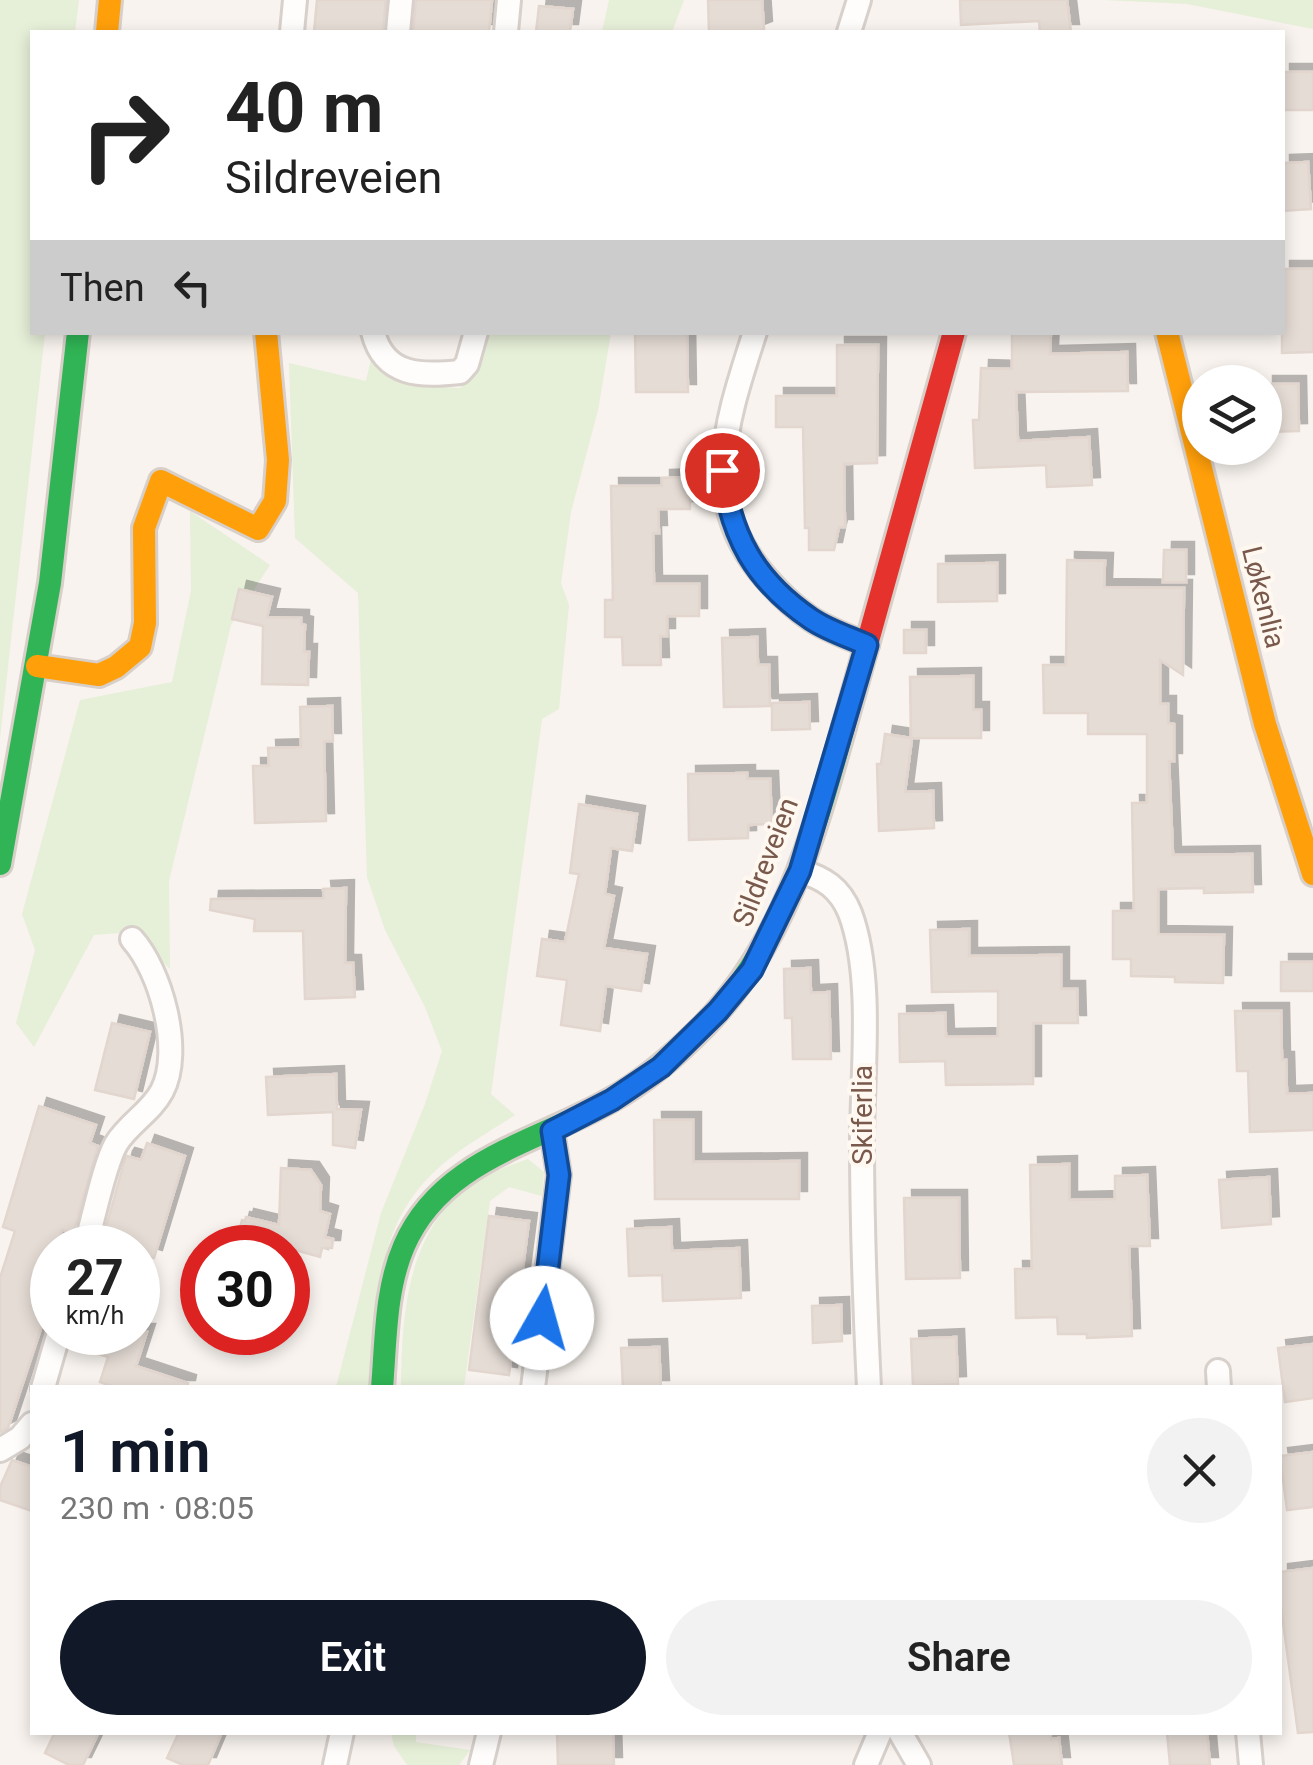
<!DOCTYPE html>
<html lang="en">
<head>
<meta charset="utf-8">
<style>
	body { margin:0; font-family:Roboto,sans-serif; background:#f2f2f2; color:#222; height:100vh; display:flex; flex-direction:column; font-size:38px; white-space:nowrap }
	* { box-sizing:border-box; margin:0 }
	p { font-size:32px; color:#767676 }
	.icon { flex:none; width:55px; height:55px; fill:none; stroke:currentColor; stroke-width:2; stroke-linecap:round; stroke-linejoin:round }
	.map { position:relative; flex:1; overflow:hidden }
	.details { position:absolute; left:30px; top:1385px; width:1252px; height:350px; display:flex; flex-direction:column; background:#fff; border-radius:0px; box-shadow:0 5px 15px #0003 }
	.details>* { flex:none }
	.top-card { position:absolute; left:30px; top:30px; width:1255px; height:305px; border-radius:0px; box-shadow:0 5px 15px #0003; background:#fff; color:#222; overflow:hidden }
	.fabs { position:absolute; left:1182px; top:365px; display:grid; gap:20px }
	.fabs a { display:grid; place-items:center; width:100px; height:100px; border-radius:50%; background:#fff; box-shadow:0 5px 15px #0003; font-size:50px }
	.speed { position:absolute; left:30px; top:1225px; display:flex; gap:20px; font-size:50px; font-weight:700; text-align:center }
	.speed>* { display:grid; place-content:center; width:130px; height:130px; border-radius:50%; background:#fff; box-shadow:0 5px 15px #0003; line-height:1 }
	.speed small { font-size:25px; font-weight:400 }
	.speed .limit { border:15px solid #d22; background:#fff; color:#111 }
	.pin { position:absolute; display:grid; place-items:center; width:85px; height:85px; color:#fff; margin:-42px; border:5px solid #fff; border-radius:50%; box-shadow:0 2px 10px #0007 }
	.me { position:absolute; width:110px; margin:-55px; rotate:7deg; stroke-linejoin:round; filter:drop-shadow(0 0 8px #0008) }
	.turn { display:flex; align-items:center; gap:35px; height:210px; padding:0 30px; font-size:45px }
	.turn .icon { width:130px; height:130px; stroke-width:2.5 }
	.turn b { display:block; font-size:70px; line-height:85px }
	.then { display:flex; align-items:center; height:95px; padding:0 30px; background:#0003; gap:20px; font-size:38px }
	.round { display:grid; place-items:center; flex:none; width:105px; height:105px; border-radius:52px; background:#f2f2f2 }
	.overview { display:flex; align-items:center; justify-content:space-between; height:170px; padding:0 30px }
	h1 { font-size:60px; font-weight:600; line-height:75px; color:#111827 }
	.action { display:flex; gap:20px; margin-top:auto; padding:20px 30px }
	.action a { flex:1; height:115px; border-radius:60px; background:#111827; color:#fff; font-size:40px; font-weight:600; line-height:115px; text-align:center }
	.action a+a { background:#f2f2f2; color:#222 }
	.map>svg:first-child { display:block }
</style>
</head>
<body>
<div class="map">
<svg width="1313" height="1765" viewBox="0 0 1313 1765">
	<defs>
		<filter id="shadow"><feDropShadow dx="8" dy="-8" stdDeviation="0" flood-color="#0004"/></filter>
	</defs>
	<rect width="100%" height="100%" fill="#f8f3ee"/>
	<g fill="#e6efd8">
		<polygon points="0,0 79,0 75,32 32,32 32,332 45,333 0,739"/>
		<polygon points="609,0 684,0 672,32 602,32"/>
		<polygon points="1104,0 1313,0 1313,29 1187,4"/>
		<path d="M485,333H611L598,410L571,512L561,583L569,605L559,709L542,719L491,1094L515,1115C491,1131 465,1145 443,1164C373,1222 377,1305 371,1387H336L381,1213L425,1104L442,1051L425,1007L385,930L367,877L358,593L295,538L289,363L366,381L371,359C391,387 429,386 460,388L482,362Z"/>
		<polygon points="190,511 270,565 231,625 169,881 170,969 132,932 94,935 34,1047 16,1023 35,950 22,914 80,700 172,682 191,591"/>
		<path d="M528,1159L544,1172L542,1196L509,1187L490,1201L464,1387L401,1388C402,1314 406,1232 472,1184C489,1172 509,1166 528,1159Z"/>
		<polygon points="391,1733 416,1733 416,1742 470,1750 459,1765 407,1765 394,1746"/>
	</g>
	<g fill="#e5dcd5" stroke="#e2d6cf" stroke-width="2.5" filter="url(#shadow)">
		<polygon points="317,0 386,0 383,32 314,32"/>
		<polygon points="416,0 492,0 489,32 413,32"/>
		<polygon points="708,0 762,0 764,29 756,32 709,32"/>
		<polygon points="960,0 1067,0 1071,32 1040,32 1039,21 961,25"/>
		<polygon points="539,6 573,9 570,32 536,32"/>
		<rect x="1282" y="72" width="31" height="38"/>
		<polygon points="1308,162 1311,209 1282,211 1282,163"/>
		<polygon points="1282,269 1313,269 1313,352 1282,353"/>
		<polygon points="635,332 687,332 688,392 636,392"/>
		<polygon points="1012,332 1051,332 1050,354 1127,352 1128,391 1016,392 1018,441 1089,437 1092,485 1047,487 1046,465 975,468 973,420 979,420 981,368 1012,369"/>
		<polygon points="837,345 878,345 877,463 844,464 845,527 839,527 834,550 809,550 809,528 805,528 803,427 776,427 776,396 837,396"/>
		<polygon points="1265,384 1298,384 1299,431 1265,432"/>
		<polygon points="690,477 690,509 658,509 659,533 653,533 654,584 699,584 699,616 667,616 667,636 660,636 661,665 623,665 622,637 605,637 605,600 613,600 611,486 662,486 662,478"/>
		<polygon points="1164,550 1186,550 1186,582 1163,582"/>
		<polygon points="1067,560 1105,561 1104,587 1184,588 1183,675 1160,660 1160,704 1168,704 1168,723 1174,724 1174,761 1169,761 1173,855 1252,854 1253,892 1204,893 1204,888 1158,889 1158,934 1224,935 1223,983 1175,982 1175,977 1131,976 1131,959 1113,959 1113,911 1134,911 1132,803 1147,803 1147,734 1088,734 1088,713 1044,713 1043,665 1066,665"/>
		<polygon points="997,563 997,601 938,602 938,564"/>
		<polygon points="239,589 272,597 267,617 301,618 301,624 305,625 304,652 309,652 308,685 262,684 263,626 232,619"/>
		<rect x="904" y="630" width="22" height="23"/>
		<polygon points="757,637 758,665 769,665 770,706 724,707 722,638"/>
		<polygon points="973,676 973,710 981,710 981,738 912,738 905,792 933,791 934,828 879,831 877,764 881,764 885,734 911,738 910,677"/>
		<polygon points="809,702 810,729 772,730 772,703"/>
		<polygon points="332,706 333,741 324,741 326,821 255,823 253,766 269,766 268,748 301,747 300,707"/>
		<polygon points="747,773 747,779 770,779 772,824 748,825 748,838 689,840 688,774"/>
		<polygon points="579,804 637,814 632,851 611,848 605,894 614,896 604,948 647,954 641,991 606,986 600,1031 561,1025 567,980 537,976 542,939 565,942 579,874 570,873"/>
		<polygon points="346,888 345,963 353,963 355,997 305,999 303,931 254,931 255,919 210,910 211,899 324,898 323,889"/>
		<polygon points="969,929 969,956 1061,955 1061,989 1077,989 1078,1023 1033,1023 1033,1084 946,1085 945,1061 900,1062 899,1014 945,1013 946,1037 998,1036 998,991 932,992 930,930"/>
		<rect x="1281" y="962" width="32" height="29"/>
		<polygon points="810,968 811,993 829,992 831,1059 793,1059 792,1018 785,1018 784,969"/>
		<polygon points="1235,1011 1281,1011 1282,1060 1286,1060 1287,1094 1313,1093 1313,1130 1250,1132 1248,1071 1237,1071"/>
		<polygon points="112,1023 150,1032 134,1099 95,1090"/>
		<polygon points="336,1074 337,1109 361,1110 355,1148 333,1145 333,1112 268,1115 266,1077"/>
		<polygon points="39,1106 96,1125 90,1143 98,1146 73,1233 62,1230 56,1248 52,1248 46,1279 52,1280 52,1295 8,1428 0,1432 0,1278 15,1231 3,1227"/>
		<polygon points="654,1120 693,1120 693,1162 799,1161 799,1199 655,1199"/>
		<polygon points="147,1143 185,1156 154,1258 138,1253 138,1248 120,1248 102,1242 125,1159 127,1156 141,1160"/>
		<polygon points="1069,1164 1069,1200 1115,1199 1115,1176 1147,1175 1150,1246 1129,1246 1132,1336 1087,1338 1087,1334 1058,1334 1057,1317 1016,1318 1015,1269 1032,1269 1030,1165"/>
		<polygon points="281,1168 311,1170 321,1185 320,1211 330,1214 325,1237 333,1239 332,1248 322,1248 320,1257 288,1248 239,1248 240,1244 236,1243 242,1220 245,1221 246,1217 279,1225"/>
		<polygon points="1269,1177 1271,1224 1222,1228 1219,1180"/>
		<polygon points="904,1198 959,1198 960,1278 906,1279"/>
		<polygon points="489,1216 529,1221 509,1375 469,1370"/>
		<polygon points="671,1227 672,1251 739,1248 741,1298 663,1301 662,1275 629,1276 627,1229"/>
		<polygon points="841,1305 842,1341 813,1343 812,1306"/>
		<polygon points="105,1332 147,1332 136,1366 188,1383 187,1388 116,1388 100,1382 108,1357 98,1354"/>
		<polygon points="956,1337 958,1384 913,1386 911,1339"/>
		<polygon points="1313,1344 1313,1398 1285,1402 1278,1348"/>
		<polygon points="659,1347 661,1388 623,1388 621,1348"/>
		<polygon points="1313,1452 1313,1507 1287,1510 1280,1456"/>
		<polygon points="12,1460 32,1467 32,1511 0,1500 0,1487"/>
		<polygon points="1313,1568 1313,1732 1298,1733 1280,1600 1280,1572"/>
		<polygon points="55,1732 99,1732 83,1765 69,1765 45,1753"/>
		<polygon points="179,1732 222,1732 208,1765 183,1765 167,1758"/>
		<polygon points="557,1732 613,1732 614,1765 558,1765"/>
		<polygon points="1009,1732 1050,1732 1051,1739 1059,1738 1062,1765 1014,1765"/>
		<polygon points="1167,1732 1207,1732 1210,1765 1170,1765"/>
	</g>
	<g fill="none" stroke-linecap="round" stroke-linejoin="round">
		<defs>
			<g id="street">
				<polyline points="292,32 295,0"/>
				<polyline points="398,32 401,0"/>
				<polyline points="506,32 509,0"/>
				<polyline points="849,32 859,0"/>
				<path d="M373,332C384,377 422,376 460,372L467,364L476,332"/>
				<path d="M755,332C727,420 697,500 766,578C779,593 795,608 811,619C828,630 849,637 867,645"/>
				<path d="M800,871C824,878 840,888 850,913C874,977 862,1073 862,1142C862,1224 865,1306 869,1388"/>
				<path d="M85,1248C93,1221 104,1165 116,1144C128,1124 151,1112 162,1091C183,1051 161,971 132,939"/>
				<polyline points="1218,1371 1219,1388"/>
				<polyline points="43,1388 59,1332"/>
				<polyline points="533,1388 559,1175 552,1131"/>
				<polyline points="0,1450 20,1438 32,1424"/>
				<polyline points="900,1732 919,1765"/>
				<polyline points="1248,1732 1251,1765"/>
				<polyline points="335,1765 342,1732"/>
				<polyline points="481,1765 489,1732"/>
				<polyline points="866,1765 880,1732"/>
			</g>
			<g id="fast">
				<polyline points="0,864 50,583 78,332"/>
				<path d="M382,1388C386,1341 385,1290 404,1246C441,1160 535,1143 609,1101C645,1082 676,1054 704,1026C784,944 814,834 844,727"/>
			</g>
			<g id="slow">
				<polyline points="107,32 110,0"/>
				<polyline points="1167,332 1265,724 1313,874"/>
				<polyline points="37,666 99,675 116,667 140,647 145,623 144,528 161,481 258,529 275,501 278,460 266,332"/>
			</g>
			<polyline id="jam" points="844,727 954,332"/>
		</defs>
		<use href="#street" stroke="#d8d0cb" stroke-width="28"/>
		<use href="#fast" stroke="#d8cfc9" stroke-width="28"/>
		<use href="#slow" stroke="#d8cfc9" stroke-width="28"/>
		<use href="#jam" stroke="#d8cfc9" stroke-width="28"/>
		<use href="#street" stroke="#fefdfc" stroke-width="22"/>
		<use href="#fast" stroke="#30b455" stroke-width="22"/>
		<use href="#slow" stroke="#ff9f0a" stroke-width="22"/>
		<use href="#jam" stroke="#e5322d" stroke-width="22"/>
	</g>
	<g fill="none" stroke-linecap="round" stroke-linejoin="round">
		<defs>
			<path id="route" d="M542,1318L559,1175L552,1131L612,1100L661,1067L718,1011L752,970L800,871L867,645C849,637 827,630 811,619C754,580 731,536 722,470"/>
		</defs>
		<use href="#route" stroke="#114b97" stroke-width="25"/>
		<use href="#route" stroke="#1a73e8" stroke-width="18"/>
	</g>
	<g text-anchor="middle" stroke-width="8" stroke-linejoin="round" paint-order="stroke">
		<g font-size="28" fill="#79594b" stroke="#fff8f0">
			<text transform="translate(1264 597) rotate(76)" y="10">Løkenlia</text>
			<text transform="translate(765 862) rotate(-69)" y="10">Sildreveien</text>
			<text transform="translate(862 1115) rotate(-90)" y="10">Skiferlia</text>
		</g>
	</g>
</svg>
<div class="fabs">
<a><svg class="icon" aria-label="layers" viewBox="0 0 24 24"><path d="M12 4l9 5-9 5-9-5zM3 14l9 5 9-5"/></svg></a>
</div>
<div class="speed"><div>27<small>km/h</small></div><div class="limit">30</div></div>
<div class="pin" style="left:722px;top:470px;background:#d93025"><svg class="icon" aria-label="arrive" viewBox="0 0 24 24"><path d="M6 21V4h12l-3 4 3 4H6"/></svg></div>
<svg class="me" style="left:542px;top:1318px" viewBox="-20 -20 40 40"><circle r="19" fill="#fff"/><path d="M0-13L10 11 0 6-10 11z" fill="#1a73e8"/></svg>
<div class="top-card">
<div class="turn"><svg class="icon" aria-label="right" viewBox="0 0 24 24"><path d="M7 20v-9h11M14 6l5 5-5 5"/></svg><div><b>40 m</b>Sildreveien</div></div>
<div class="then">Then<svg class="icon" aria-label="left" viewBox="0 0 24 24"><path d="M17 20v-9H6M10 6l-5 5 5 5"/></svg></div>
</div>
<section class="details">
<div class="overview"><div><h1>1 min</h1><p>230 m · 08:05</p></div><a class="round"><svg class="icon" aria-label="close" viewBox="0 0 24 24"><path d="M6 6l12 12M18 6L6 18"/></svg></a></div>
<div class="action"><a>Exit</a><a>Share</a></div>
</section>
</div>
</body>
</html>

- **INSTRUCTIONS FOR THE TASK**
Some lines above hold the word "limit". Copy all of them.

- **TASK OUTPUT**
	.speed .limit { border:15px solid #d22; background:#fff; color:#111 }
<div class="speed"><div>27<small>km/h</small></div><div class="limit">30</div></div>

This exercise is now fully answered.